Reduce the material below to its lines containing "show".

(Material to process)

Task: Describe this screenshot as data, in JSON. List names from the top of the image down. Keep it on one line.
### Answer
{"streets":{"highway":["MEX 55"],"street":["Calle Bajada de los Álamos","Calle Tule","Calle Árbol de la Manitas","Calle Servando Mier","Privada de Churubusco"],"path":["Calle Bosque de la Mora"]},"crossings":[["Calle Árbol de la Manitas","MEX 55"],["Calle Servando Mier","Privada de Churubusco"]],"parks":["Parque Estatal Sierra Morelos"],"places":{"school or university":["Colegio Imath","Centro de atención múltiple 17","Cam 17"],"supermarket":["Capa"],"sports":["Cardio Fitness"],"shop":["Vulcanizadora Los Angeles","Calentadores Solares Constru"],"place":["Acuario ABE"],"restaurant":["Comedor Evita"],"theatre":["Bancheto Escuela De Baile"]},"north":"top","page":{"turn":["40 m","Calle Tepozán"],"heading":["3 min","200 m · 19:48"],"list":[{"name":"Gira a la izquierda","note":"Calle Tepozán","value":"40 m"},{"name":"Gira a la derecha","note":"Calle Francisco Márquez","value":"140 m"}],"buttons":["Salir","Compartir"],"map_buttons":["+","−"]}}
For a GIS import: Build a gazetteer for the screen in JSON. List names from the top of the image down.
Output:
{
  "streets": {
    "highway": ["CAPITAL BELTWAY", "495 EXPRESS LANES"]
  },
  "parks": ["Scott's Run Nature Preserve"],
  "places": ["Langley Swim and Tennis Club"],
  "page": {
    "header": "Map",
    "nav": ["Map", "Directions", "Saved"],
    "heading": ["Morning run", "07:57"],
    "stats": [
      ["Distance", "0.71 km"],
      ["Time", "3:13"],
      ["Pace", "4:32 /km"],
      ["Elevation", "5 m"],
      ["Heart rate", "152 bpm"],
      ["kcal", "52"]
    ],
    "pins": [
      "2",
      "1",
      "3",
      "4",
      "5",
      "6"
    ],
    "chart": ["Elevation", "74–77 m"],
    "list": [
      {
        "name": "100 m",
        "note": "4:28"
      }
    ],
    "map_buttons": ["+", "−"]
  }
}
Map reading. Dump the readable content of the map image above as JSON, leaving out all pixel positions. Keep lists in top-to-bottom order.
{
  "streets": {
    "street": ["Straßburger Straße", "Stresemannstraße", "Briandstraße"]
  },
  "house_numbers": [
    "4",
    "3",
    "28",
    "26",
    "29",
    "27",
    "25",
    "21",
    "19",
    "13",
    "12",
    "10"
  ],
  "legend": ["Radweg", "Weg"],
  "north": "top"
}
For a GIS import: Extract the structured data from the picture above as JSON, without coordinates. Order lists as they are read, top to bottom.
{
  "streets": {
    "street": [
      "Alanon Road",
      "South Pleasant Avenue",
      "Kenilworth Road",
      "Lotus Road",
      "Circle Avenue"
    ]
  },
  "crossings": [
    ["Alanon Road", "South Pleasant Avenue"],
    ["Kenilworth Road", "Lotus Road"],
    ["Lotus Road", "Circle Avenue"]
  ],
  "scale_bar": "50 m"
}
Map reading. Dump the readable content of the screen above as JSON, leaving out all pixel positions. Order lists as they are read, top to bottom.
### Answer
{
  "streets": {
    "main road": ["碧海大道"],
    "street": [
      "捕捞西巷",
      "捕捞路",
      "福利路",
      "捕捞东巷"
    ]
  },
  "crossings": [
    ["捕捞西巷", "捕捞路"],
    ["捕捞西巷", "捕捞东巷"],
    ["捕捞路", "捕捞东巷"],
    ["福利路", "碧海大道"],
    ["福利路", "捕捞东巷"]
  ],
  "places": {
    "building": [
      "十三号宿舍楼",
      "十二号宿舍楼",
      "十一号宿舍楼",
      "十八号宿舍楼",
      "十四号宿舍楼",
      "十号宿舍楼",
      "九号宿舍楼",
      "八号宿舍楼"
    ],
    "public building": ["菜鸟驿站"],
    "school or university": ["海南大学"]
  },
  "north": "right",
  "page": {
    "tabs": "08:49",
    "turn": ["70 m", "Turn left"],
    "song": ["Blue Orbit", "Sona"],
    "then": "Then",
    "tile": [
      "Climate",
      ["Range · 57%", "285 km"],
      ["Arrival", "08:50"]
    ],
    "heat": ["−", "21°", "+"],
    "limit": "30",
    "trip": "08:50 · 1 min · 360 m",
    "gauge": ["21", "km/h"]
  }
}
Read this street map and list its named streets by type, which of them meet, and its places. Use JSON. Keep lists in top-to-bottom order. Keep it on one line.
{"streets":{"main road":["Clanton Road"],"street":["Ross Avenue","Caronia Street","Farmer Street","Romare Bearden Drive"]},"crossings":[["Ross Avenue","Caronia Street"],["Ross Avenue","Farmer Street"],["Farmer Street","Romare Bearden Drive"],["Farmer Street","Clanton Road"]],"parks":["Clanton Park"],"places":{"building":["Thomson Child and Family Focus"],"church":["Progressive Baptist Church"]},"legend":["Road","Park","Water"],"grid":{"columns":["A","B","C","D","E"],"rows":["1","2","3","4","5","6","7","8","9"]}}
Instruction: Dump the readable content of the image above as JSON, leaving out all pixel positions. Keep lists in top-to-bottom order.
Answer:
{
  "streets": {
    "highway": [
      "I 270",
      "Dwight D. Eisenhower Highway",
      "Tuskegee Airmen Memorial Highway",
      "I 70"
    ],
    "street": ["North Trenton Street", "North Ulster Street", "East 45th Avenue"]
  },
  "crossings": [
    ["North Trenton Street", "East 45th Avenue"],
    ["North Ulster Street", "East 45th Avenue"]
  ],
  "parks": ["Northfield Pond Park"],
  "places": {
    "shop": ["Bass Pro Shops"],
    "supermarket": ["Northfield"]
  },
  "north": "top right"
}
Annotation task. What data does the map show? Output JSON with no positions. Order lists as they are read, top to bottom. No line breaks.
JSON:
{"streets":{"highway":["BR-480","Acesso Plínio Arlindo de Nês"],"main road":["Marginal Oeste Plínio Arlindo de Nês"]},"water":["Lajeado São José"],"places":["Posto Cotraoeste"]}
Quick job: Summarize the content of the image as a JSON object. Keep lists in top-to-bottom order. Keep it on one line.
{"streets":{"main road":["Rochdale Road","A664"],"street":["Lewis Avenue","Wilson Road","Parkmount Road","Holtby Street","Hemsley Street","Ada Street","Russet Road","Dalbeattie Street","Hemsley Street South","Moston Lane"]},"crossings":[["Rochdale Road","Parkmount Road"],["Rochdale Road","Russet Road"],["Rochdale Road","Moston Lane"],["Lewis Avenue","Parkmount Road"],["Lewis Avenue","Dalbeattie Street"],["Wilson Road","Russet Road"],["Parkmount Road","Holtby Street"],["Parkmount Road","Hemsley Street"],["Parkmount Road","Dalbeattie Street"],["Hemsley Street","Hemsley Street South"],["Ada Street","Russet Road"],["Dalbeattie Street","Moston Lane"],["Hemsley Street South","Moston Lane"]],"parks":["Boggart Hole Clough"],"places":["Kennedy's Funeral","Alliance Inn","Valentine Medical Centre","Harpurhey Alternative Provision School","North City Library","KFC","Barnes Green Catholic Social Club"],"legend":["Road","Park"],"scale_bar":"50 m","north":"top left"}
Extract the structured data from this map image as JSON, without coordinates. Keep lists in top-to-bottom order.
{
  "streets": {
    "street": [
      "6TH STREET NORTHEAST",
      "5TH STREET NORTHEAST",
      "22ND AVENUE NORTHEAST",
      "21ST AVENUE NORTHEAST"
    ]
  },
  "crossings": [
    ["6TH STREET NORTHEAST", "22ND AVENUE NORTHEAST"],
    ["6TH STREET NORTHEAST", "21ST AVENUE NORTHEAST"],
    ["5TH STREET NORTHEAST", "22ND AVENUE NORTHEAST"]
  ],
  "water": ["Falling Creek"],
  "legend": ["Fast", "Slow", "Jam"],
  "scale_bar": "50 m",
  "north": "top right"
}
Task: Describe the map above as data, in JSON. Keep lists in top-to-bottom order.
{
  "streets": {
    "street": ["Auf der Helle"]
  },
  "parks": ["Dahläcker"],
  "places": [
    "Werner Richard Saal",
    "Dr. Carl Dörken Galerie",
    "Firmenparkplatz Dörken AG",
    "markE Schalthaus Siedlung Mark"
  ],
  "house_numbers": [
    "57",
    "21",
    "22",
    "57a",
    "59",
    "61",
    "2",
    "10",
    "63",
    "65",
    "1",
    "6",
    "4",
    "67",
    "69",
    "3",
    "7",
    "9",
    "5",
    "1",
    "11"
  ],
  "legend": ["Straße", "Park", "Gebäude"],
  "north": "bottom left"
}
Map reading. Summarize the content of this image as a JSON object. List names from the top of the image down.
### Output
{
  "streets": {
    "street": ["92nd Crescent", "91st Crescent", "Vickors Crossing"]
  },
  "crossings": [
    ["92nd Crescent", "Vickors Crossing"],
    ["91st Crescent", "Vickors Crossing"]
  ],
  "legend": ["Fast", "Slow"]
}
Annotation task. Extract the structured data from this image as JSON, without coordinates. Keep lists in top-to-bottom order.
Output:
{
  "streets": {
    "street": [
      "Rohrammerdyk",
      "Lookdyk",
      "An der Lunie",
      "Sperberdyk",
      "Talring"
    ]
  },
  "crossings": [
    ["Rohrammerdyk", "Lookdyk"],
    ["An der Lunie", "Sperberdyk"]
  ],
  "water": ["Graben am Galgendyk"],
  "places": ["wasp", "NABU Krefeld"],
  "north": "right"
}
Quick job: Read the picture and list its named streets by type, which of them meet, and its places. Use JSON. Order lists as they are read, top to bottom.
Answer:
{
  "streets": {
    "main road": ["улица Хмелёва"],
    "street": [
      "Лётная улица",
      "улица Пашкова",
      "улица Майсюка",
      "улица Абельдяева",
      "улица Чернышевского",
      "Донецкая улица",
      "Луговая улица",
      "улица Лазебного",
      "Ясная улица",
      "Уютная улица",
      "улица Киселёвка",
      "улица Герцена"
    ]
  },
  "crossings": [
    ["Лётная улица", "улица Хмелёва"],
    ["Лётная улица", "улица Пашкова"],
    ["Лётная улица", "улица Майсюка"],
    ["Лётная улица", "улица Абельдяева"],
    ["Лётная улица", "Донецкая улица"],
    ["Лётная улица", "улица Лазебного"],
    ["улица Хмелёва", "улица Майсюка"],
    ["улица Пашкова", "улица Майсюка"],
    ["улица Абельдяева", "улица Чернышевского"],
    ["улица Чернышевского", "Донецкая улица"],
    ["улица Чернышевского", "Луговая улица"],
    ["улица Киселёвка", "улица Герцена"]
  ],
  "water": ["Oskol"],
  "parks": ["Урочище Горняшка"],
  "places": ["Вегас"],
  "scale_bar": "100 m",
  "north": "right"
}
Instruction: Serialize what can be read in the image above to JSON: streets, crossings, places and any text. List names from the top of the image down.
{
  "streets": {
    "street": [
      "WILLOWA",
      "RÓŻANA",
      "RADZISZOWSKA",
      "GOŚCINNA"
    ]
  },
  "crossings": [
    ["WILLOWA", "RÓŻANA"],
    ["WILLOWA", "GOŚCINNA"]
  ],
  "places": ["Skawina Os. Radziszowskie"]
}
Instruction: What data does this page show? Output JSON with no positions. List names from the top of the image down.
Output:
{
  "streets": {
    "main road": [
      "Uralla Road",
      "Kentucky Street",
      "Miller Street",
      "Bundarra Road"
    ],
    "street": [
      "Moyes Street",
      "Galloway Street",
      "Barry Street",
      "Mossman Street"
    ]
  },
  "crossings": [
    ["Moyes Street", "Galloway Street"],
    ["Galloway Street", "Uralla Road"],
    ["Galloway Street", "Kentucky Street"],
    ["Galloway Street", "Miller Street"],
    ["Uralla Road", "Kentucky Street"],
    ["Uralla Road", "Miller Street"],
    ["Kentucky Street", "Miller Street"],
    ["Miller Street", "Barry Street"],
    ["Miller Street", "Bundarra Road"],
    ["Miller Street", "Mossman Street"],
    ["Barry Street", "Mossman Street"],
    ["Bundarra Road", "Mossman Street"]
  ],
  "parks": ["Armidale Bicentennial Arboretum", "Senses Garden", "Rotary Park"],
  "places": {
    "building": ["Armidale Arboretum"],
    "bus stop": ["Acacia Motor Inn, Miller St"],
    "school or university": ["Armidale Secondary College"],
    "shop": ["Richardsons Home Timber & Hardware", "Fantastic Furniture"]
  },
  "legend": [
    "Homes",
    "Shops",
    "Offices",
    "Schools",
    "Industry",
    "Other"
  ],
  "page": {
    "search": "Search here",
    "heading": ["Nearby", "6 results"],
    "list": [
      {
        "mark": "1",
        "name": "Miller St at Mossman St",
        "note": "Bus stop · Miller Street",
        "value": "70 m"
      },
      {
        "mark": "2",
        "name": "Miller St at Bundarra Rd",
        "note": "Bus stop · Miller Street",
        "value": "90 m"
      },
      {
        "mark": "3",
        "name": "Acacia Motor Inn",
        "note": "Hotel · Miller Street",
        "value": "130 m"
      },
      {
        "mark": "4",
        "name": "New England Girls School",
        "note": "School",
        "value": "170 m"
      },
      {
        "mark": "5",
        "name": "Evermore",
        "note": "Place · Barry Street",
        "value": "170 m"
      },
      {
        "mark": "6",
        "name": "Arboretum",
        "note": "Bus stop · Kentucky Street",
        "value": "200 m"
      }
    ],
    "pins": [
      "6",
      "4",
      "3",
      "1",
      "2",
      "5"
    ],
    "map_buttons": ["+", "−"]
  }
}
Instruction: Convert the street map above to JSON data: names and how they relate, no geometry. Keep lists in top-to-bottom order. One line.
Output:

(End Material to process)

Output of the task
Annotation task. What data does the map show? Output JSON with no positions. Order lists as they are read, top to bottom. No line breaks.
Instruction: What data does this page show? Output JSON with no positions. List names from the top of the image down.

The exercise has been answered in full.